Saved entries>
Start of Block

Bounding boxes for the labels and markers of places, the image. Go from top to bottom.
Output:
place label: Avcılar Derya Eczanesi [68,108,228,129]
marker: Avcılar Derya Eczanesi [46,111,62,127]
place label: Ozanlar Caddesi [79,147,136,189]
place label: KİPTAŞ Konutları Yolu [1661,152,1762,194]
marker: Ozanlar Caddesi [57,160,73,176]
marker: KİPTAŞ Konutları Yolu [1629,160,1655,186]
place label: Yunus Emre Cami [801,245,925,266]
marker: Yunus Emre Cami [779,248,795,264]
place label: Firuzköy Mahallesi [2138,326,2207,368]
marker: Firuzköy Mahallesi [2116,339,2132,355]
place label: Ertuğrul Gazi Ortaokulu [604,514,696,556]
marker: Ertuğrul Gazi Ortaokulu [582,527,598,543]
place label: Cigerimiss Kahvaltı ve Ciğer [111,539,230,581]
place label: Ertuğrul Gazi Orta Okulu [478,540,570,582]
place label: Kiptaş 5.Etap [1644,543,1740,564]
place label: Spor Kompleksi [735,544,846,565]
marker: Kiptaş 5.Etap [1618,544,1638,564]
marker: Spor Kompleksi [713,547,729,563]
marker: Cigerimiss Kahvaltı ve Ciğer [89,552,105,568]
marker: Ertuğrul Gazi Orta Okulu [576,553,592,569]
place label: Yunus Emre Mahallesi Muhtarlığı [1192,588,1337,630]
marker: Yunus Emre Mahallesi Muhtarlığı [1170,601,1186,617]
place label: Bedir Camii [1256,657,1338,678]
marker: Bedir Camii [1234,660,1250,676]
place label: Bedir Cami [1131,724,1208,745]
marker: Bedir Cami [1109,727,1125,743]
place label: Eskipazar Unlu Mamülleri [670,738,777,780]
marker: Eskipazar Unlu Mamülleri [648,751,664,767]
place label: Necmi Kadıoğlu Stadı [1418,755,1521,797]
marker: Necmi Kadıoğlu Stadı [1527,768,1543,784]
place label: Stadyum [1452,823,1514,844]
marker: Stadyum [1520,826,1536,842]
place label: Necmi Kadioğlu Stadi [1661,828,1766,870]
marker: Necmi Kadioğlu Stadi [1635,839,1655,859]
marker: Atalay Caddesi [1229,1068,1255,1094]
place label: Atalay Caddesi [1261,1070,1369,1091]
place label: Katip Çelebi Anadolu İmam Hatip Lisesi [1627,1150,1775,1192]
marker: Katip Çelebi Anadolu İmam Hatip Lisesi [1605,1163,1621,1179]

End of Block

Your goal> Only the number is needed. Say how many lines of the entries contain "Yunus".

Finished task> 4